A further constraint is imposed by the analogue-to-digital conversion that looks for flux transitions; its automatic gain control is prone to amplifying noise into signal if more than two consecutive flux windows pass without a transition in them.

Applying those two constraints — the msb set and no more than two consecutive zeros — motivates '6 and 2' encoding as the number of bytes with that property is between 64 and 128, making 6 the easiest number of bits to encode in a byte for base two.

Steve Wozniak who designed the '6 and 2' encoding had previously been under the impression that the rule was that there could be no more than a single consecutive zero bit; the less-efficient '5 and 3' encoding is the result of conforming to that stricter constraint.

Sync words

As above, sync words lie in the gaps between sectors and between the header and data parts of sectors.

A sync word is simply an ff encoded byte followed by as many zeroes as the content rules will allow: a single zero for '5 and 3', or two zeroes for '6 and 2'.

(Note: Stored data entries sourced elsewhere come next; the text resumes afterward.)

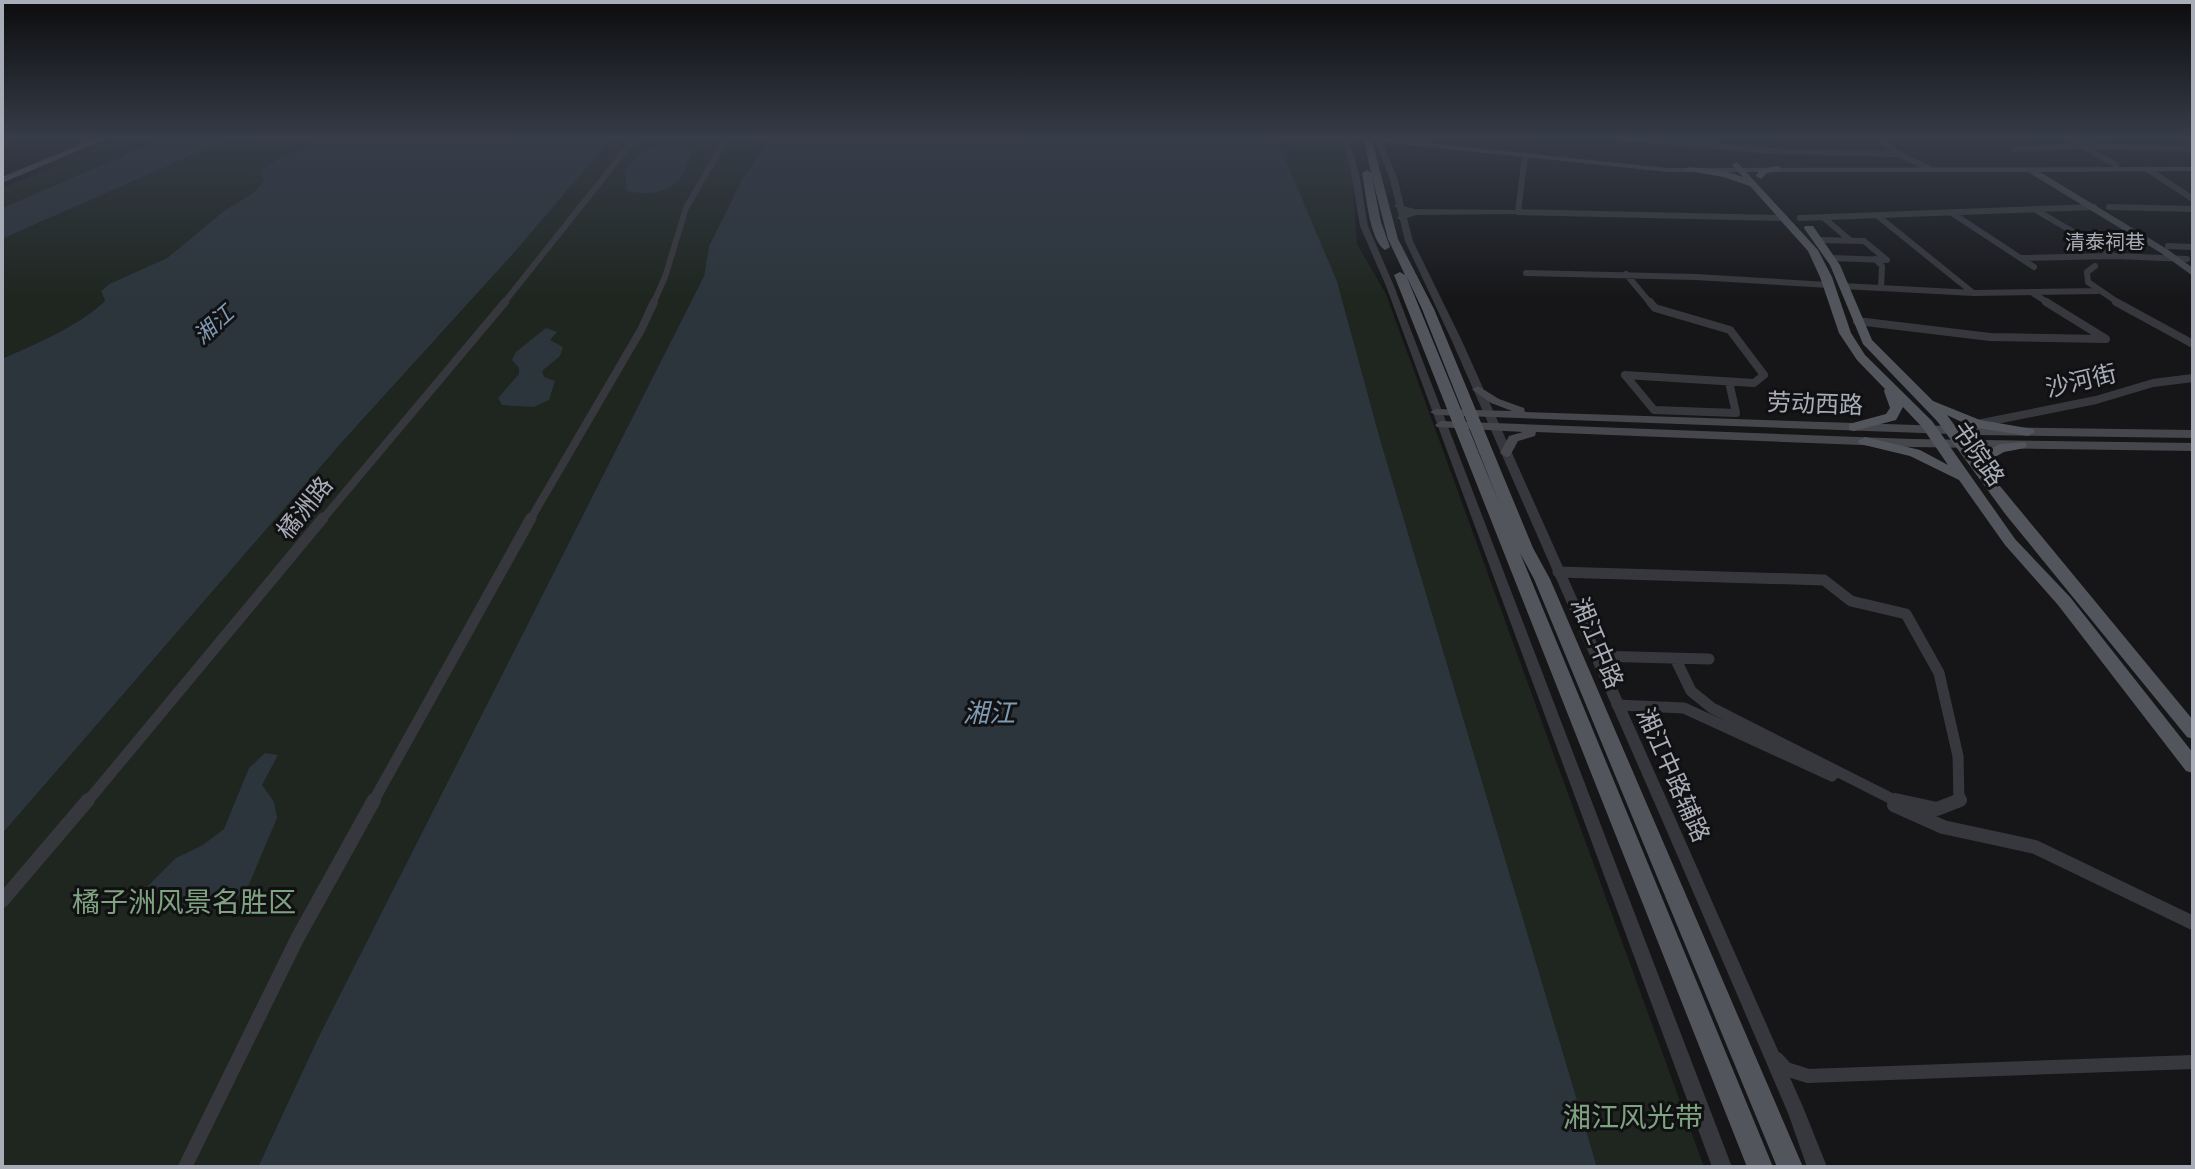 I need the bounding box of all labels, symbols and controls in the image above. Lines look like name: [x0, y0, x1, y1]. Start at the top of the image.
street label: 清泰祠巷: [2065, 231, 2145, 254]
water label: 湘江: [189, 299, 241, 349]
street label: 沙河街: [2043, 359, 2119, 403]
street label: 劳动西路: [1767, 388, 1863, 420]
street label: 书院路: [1946, 416, 2010, 492]
street label: 橘洲路: [271, 471, 339, 545]
street label: 湘江中路: [1565, 593, 1629, 693]
water label: 湘江: [963, 698, 1018, 729]
street label: 湘江中路辅路: [1631, 704, 1715, 846]
park label: 橘子洲风景名胜区: [72, 886, 296, 919]
park label: 湘江风光带: [1563, 1101, 1703, 1134] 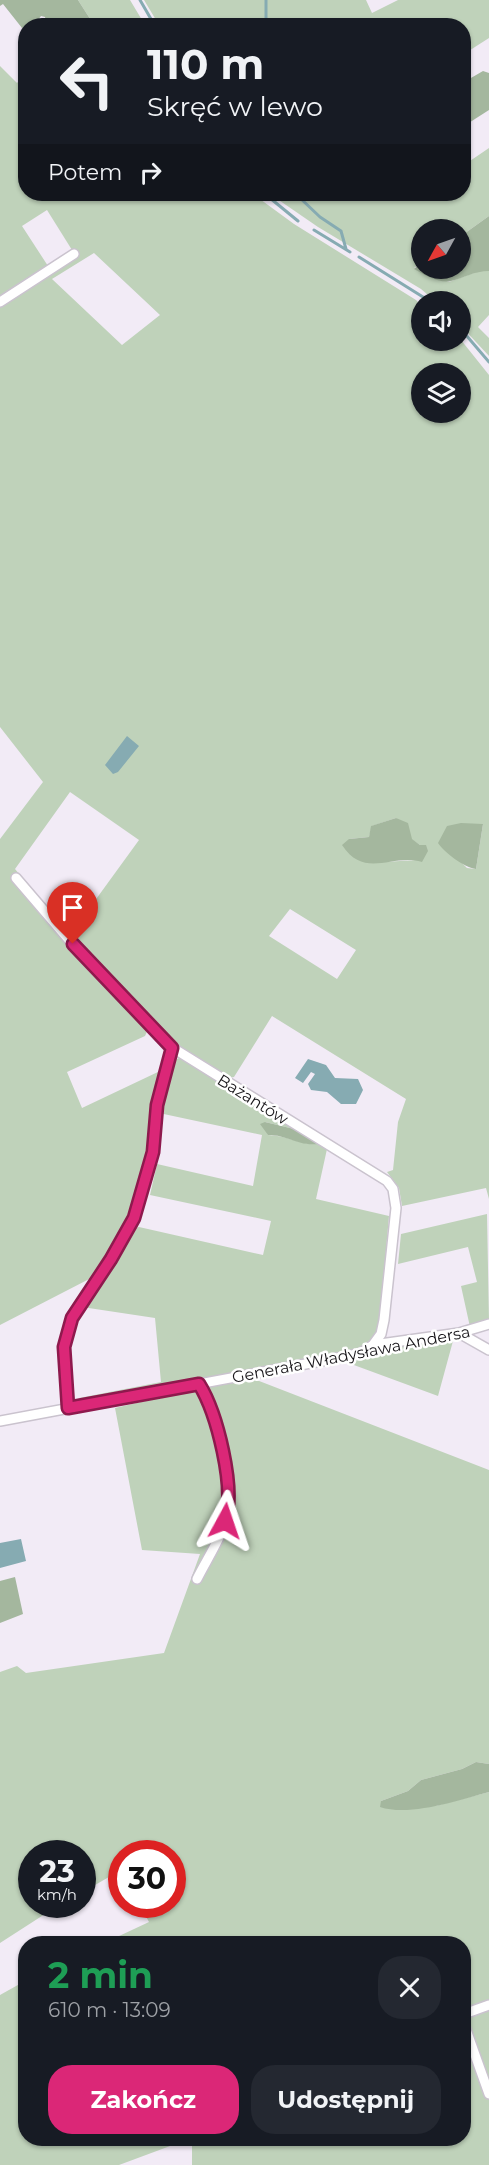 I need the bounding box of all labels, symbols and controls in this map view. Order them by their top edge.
text: 110 m [147,38,264,90]
icon: left [48,42,126,120]
text: Skręć w lewo [147,90,323,123]
icon: right [134,156,167,189]
text: Potem [48,159,122,186]
north arrow [411,219,471,279]
map controls [411,219,471,423]
button: sound [411,291,471,351]
button: layers [411,363,471,423]
pin [47,882,98,944]
icon: arrive [56,891,89,924]
street label: Bażantów [214,1070,292,1129]
street label: Generała Władysława Andersa [230,1322,472,1387]
position arrow [193,1489,257,1553]
speed limit sign: 30 [108,1840,186,1918]
text: 23 [39,1853,75,1890]
text: km/h [37,1885,77,1904]
text: 2 min [48,1953,153,1997]
button: close [378,1956,441,2019]
text: 610 m · 13:09 [48,1998,171,2022]
button: Zakończ [48,2065,239,2134]
button: Udostępnij [251,2065,441,2134] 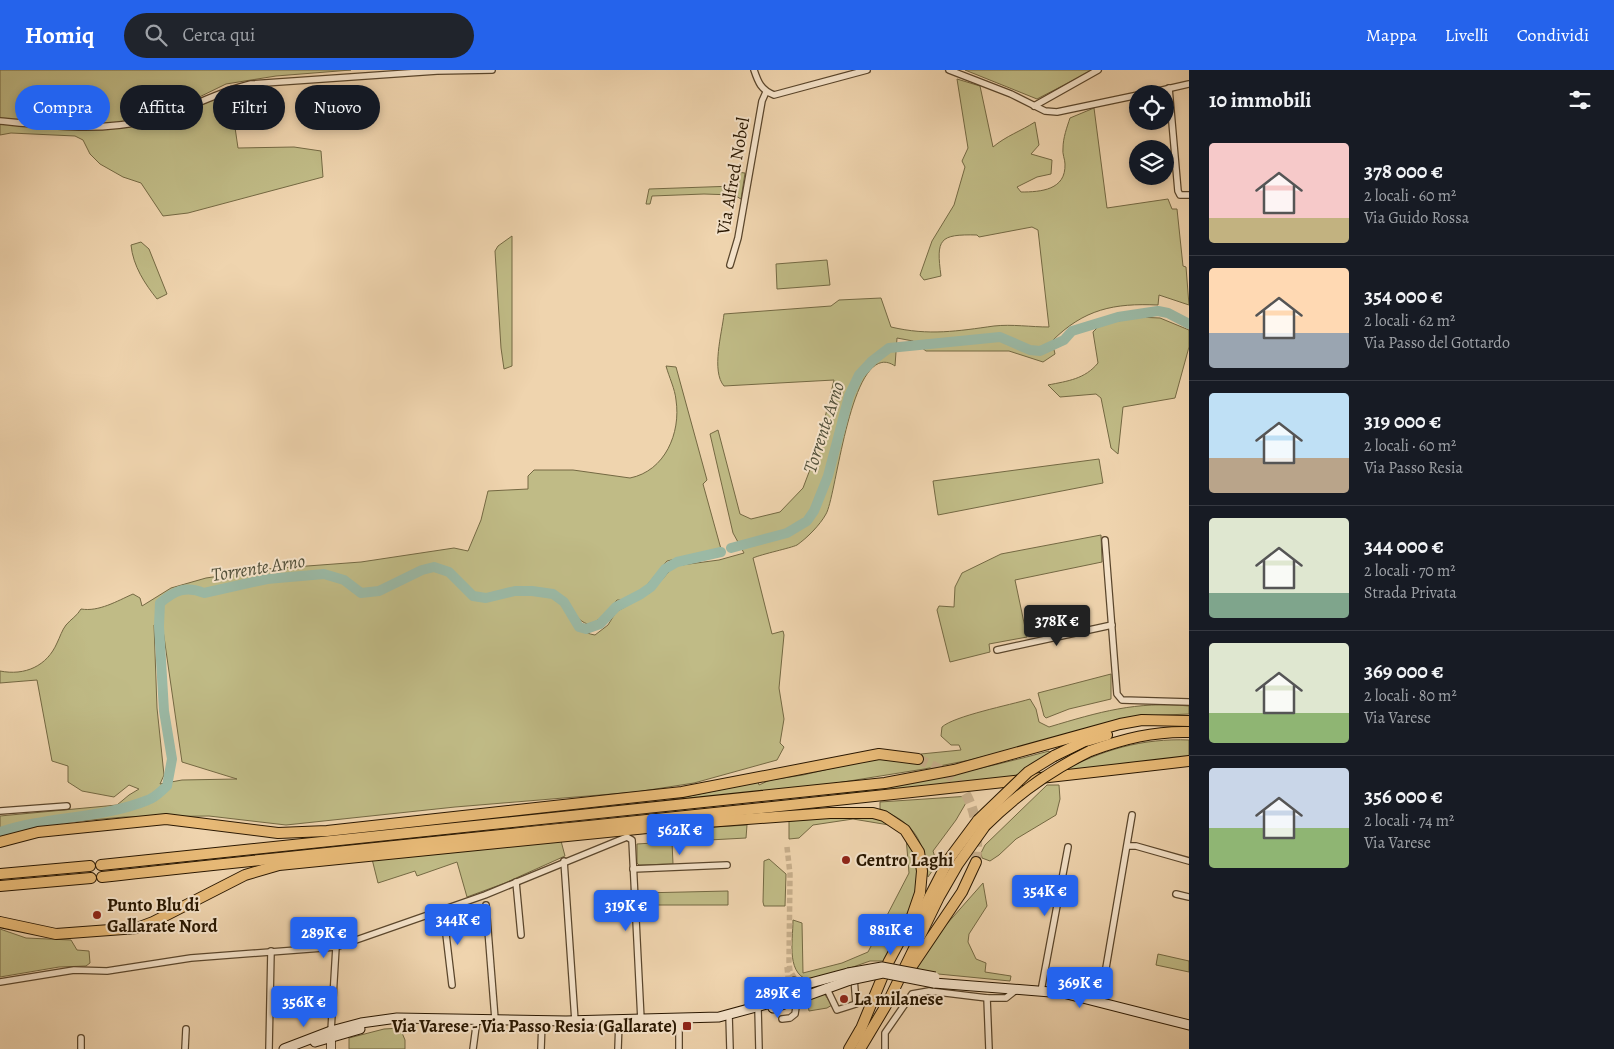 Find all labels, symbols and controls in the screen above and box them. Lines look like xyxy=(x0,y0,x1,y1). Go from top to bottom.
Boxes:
search box xyxy=(124,13,474,58)
text: Homiq xyxy=(25,19,94,51)
icon: search xyxy=(142,21,170,49)
text: Cerca qui xyxy=(182,22,255,48)
text: Mappa xyxy=(1366,23,1417,47)
text: Livelli xyxy=(1445,23,1489,47)
text: Condividi xyxy=(1517,23,1589,47)
chip: Compra xyxy=(15,85,110,130)
chip: Affitta xyxy=(120,85,203,130)
chip: Filtri xyxy=(213,85,285,130)
chip: Nuovo xyxy=(295,85,380,130)
map controls xyxy=(1129,85,1174,185)
button: locate xyxy=(1129,85,1174,130)
text: 10 immobili xyxy=(1209,86,1311,114)
icon: filters xyxy=(1566,86,1594,114)
street label: Via Alfred Nobel xyxy=(711,115,755,238)
button: layers xyxy=(1129,140,1174,185)
text: 378 000 € xyxy=(1364,157,1443,185)
icon: home xyxy=(1249,163,1309,223)
text: 2 locali · 60 m² xyxy=(1364,185,1456,207)
text: Via Guido Rossa xyxy=(1364,207,1469,229)
text: 354 000 € xyxy=(1364,282,1443,310)
icon: home xyxy=(1249,288,1309,348)
text: 2 locali · 62 m² xyxy=(1364,310,1455,332)
text: Via Passo del Gottardo xyxy=(1364,332,1510,354)
water label: Torrente Arno xyxy=(797,378,851,476)
text: 319 000 € xyxy=(1364,407,1441,435)
icon: home xyxy=(1249,413,1309,473)
text: 2 locali · 60 m² xyxy=(1364,435,1456,457)
text: Via Passo Resia xyxy=(1364,457,1463,479)
text: 344 000 € xyxy=(1364,532,1444,560)
icon: home xyxy=(1249,538,1309,598)
water label: Torrente Arno xyxy=(209,548,307,588)
text: 2 locali · 70 m² xyxy=(1364,560,1456,582)
text: Strada Privata xyxy=(1364,582,1457,604)
pin: 378K € xyxy=(1016,604,1098,647)
text: 378K € xyxy=(1035,610,1079,632)
text: 369 000 € xyxy=(1364,657,1444,685)
icon: home xyxy=(1249,663,1309,723)
text: 2 locali · 80 m² xyxy=(1364,685,1457,707)
text: Via Varese xyxy=(1364,707,1431,729)
text: 356 000 € xyxy=(1364,782,1443,810)
icon: home xyxy=(1249,788,1309,848)
text: 2 locali · 74 m² xyxy=(1364,810,1454,832)
pin: 562K € xyxy=(639,814,721,856)
text: 562K € xyxy=(658,819,702,841)
text: Via Varese xyxy=(1364,832,1431,854)
place label: Centro Laghi xyxy=(856,848,953,872)
marker: Centro Laghi xyxy=(840,854,852,866)
pin: 354K € xyxy=(1004,874,1086,917)
text: 354K € xyxy=(1023,880,1067,902)
pin: 319K € xyxy=(585,890,667,932)
place label: Punto Blu di Gallarate Nord xyxy=(107,893,218,938)
text: 319K € xyxy=(605,895,647,917)
pin: 344K € xyxy=(417,904,499,946)
marker: Punto Blu di Gallarate Nord xyxy=(91,909,103,921)
text: 344K € xyxy=(436,909,480,931)
pin: 881K € xyxy=(850,914,932,956)
pin: 289K € xyxy=(283,916,365,959)
text: 881K € xyxy=(869,919,913,941)
text: 289K € xyxy=(301,922,347,944)
pin: 369K € xyxy=(1039,966,1121,1009)
text: 369K € xyxy=(1058,972,1102,994)
pin: 289K € xyxy=(737,976,819,1019)
text: 289K € xyxy=(755,982,801,1004)
pin: 356K € xyxy=(263,986,345,1028)
place label: La milanese xyxy=(854,987,943,1011)
text: 356K € xyxy=(282,991,326,1013)
marker: La milanese xyxy=(838,993,850,1005)
place label: Via Varese - Via Passo Resia (Gallarate) xyxy=(391,1014,677,1038)
marker: Via Varese - Via Passo Resia (Gallarate) xyxy=(681,1020,693,1032)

Given the top-bit-set rule, a series of sync words has the effect of bringing a CPU polling loop as above into phase with the start of each sync word.

'4 and 4' Encoding

Sector header content is encoded in '4 and 4' form regardless of the encoding in use for sector contents.

'4 and 4' encoding encodes the source byte b, with bits b7, b6, b5 ... b0 as the two on-disk bytes:

1 b7 1 b5 1 b3 1 b1
1 b6 1 b4 1 b2 1 b0

Which is equivalent to FM encoding other than in bit order. The bits are ordered different to allow for efficient decoding:

(((1 b7 1 b5 1 b3 1 b1) << 1) | 1) & (1 b6 1 b4 1 b2 1 b0) = original byte

A complete sector header is formed on disk as:

three bytes prologue: 0xd5, 0xaa, 0x96
two bytes: '4 and 4' encoded volume
two bytes: '4 and 4' encoded track
two bytes: '4 and 4' encoded sector
two bytes: '4 and 4' encoded check value — the exclusive OR of (volume, track, sector)
three bytes epilogue: 0xde, 0xaa, 0xeb

track counts upwards from zero for the outermost track. sector counts upward from zero for the first sector on a track.

volume has at least two context-dependent meanings. In both of Apple's operating systems it defaults to 254 for Disk II-compatible media and in Pro DOS is used to confirm the volume type. Some software prefers to use it as volume number, for distinguishing different disks or sides of a disk. It should be written as 254 unless there is a reason to do otherwise.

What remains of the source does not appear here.